|
Üstüne bomba yağan siviller yargılansın

Târihinde hiç darbe görmemiş ülkeler var. Ne garip!

Kızamık aşısı vurulan çocuklar gibi “darbe aşısı” olmuşlar sanki.

Hâlbuki bizde öyle mi?

Ortalama ömre sahip bir insan, hayatı boyunca beş-on darbe ve darbe teşebbüsü görür.

Hattâ bazı teşebbüslerden halkın çoğunlukla haberi bile olmaz.

Kanlısı vardır, kansızı vardır.

Sonradan kan dökeni vardır.

Öldürmeyen fakat süründüreni vardır.

Çeşit çeşit.

Eskisi-yenisi, moderni-post moderni, alenisi-gizlisi…

Bin yıl sürecek olanı, yüz yıl sürecek olanı, iki yılda hükmünü yitirecek olanı, hiç hükmü bulunmayanı…

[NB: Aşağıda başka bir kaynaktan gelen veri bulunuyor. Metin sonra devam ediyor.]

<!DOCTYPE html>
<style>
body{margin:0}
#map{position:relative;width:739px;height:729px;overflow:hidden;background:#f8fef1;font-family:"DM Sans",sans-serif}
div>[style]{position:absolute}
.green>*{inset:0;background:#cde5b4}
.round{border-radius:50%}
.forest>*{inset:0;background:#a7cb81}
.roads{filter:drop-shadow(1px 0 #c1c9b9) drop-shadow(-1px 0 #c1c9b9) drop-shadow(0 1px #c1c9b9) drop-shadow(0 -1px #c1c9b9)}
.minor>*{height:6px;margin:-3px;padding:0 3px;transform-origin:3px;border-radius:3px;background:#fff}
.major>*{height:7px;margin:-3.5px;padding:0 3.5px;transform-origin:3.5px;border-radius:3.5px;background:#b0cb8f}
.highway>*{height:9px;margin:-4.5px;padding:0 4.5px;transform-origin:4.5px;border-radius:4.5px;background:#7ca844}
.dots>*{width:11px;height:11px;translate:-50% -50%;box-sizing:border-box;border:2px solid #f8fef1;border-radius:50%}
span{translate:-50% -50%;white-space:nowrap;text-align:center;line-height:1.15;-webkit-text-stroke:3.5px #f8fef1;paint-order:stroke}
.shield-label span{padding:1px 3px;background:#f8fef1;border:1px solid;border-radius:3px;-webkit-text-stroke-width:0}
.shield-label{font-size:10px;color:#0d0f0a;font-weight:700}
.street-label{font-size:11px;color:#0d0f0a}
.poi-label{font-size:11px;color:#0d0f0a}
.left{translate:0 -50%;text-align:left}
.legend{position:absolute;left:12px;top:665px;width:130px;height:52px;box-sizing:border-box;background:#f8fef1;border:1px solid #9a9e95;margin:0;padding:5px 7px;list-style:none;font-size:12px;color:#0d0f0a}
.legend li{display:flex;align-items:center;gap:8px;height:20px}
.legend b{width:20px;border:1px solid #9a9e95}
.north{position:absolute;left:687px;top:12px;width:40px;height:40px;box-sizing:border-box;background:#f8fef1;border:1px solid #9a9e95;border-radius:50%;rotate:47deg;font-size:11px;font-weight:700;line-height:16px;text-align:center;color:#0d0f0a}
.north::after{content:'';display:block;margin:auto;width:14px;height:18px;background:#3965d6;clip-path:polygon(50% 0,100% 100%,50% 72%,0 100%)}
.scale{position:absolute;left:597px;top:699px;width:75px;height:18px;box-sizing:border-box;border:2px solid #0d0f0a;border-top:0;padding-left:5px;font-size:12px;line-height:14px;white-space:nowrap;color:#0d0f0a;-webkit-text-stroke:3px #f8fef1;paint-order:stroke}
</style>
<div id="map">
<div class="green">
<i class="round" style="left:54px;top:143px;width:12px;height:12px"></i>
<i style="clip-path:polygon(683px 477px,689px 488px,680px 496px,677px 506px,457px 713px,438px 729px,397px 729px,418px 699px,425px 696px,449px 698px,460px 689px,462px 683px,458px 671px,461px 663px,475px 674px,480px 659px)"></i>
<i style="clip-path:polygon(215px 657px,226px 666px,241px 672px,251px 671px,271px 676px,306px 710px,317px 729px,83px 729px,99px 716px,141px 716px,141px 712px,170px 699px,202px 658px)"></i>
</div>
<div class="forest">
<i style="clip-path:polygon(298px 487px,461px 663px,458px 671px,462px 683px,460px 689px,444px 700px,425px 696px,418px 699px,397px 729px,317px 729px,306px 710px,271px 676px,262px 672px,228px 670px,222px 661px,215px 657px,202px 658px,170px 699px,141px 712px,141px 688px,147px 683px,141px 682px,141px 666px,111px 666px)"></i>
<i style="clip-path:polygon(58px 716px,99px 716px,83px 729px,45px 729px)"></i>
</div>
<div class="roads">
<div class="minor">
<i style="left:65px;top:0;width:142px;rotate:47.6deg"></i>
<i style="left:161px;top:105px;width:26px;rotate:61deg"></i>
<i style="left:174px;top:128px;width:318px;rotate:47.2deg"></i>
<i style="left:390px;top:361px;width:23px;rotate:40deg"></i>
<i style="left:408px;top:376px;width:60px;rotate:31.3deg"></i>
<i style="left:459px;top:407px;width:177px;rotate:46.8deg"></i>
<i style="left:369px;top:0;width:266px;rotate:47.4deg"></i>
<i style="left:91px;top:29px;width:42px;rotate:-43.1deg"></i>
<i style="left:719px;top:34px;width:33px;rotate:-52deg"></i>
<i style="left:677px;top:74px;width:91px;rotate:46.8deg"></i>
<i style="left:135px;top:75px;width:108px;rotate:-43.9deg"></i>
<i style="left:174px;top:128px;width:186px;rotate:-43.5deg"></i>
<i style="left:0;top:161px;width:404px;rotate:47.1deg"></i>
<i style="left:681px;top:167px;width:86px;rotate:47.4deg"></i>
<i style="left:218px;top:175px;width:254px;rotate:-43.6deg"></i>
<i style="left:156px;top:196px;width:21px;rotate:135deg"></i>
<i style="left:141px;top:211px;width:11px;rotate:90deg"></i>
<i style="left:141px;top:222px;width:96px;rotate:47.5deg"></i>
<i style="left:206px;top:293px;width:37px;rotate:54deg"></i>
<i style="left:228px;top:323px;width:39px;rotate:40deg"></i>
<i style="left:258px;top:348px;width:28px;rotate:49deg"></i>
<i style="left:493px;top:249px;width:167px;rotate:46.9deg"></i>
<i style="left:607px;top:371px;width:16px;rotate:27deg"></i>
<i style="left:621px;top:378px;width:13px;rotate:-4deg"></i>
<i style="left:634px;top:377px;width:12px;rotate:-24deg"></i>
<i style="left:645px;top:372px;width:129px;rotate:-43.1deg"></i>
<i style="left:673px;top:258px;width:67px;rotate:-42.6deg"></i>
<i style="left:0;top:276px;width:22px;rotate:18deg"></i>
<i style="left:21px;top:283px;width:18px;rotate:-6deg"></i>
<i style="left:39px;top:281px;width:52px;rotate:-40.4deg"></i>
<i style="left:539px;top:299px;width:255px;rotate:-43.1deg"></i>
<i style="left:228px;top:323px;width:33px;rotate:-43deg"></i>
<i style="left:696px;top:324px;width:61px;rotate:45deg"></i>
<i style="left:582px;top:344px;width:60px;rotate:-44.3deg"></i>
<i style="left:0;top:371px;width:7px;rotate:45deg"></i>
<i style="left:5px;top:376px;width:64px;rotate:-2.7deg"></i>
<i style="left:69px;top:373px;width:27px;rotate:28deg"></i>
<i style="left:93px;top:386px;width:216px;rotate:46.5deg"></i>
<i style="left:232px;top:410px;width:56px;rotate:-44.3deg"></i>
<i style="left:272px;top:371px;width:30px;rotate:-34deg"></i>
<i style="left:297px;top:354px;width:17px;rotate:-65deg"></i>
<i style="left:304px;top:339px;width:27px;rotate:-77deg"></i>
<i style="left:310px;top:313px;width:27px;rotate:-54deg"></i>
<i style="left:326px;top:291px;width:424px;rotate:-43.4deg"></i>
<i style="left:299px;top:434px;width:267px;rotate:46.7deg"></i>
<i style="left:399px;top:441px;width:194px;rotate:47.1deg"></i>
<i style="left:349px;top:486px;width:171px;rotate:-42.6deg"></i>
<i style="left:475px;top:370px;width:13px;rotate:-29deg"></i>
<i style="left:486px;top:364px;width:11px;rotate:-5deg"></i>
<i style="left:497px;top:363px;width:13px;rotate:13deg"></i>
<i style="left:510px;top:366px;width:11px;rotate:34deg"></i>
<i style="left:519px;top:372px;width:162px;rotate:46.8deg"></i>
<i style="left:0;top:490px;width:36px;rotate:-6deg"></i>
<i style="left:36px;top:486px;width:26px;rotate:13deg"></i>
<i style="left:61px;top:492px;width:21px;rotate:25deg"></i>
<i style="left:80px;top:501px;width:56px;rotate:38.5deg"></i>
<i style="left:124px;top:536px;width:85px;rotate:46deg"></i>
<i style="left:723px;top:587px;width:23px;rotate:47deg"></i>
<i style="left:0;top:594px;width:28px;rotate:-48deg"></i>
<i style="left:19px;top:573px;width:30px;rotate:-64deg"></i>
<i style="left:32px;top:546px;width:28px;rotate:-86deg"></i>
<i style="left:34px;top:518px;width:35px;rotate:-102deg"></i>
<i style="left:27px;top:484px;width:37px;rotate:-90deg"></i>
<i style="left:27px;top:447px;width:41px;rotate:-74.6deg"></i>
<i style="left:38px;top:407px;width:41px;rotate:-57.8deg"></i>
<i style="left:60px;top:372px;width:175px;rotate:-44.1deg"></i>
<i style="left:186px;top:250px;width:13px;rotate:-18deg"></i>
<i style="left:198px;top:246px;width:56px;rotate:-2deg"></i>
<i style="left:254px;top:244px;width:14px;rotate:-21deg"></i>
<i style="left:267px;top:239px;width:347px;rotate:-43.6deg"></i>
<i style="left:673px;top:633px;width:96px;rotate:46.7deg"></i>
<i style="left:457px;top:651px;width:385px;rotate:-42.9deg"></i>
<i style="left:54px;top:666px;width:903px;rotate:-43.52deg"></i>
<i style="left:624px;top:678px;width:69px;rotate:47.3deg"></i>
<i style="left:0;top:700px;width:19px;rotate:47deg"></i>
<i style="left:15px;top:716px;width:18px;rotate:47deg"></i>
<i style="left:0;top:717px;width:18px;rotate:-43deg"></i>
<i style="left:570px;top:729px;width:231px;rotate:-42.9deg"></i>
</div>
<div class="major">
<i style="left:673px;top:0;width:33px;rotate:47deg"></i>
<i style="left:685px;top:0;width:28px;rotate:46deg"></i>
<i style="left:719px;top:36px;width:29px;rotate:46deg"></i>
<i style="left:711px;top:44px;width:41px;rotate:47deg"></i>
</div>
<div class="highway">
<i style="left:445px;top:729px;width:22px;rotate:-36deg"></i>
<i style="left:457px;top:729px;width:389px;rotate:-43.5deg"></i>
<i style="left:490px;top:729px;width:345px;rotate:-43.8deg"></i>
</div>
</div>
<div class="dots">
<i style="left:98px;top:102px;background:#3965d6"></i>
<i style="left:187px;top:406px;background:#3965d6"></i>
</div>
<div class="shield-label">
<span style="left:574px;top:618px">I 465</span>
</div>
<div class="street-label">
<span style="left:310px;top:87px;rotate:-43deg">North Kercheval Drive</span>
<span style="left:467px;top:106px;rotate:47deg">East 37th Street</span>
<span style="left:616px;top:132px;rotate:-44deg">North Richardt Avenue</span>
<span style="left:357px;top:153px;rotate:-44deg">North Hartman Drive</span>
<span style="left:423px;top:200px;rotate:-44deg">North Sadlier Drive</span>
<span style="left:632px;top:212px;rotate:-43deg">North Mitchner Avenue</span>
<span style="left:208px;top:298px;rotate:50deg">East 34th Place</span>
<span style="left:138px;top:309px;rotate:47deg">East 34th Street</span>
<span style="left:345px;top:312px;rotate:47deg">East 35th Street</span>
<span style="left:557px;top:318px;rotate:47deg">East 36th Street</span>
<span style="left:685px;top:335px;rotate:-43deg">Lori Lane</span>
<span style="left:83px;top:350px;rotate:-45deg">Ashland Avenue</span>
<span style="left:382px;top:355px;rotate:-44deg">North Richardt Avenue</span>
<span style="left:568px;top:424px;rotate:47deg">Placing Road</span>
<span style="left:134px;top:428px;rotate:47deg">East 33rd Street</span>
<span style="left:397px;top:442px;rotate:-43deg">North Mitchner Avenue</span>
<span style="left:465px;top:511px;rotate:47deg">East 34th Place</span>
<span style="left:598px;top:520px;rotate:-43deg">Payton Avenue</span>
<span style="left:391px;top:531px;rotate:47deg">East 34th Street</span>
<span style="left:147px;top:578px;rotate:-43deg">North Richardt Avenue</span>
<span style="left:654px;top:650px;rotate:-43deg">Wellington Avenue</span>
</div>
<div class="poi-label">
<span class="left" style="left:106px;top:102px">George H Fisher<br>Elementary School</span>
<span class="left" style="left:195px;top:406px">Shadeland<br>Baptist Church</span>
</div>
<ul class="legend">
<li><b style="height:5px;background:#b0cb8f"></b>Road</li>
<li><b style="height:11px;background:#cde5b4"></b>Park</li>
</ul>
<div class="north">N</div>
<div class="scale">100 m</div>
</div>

Darbe nedir bilmeyen ülkelere bakınca, insan bir tuhaf hissediyor kendini.

*

En kanlı darbeler sıralaması yapsak, 27 Mayıs 1960, 12 Eylül 1980 ve 15 Temmuz 2016 arasında hangisi birinci olacak, hangisi ikinci olacak, sağlıklı bir şekilde anlaşamayız.

Anlaşmazlık büyüyüp kavgaya dönüşebilir.

*

En temel itiraz noktası şudur: 15 Temmuz’un tam darbe sayılmayacağını iddia edenler çıkacaktır.

Nitekim doğru bir tespit.

Başarılamamıştır.

“Başaramadınız, çekilin” denmiştir.

Fakat en kanlı hareket odur. Kimse şüphe etmez o konuda.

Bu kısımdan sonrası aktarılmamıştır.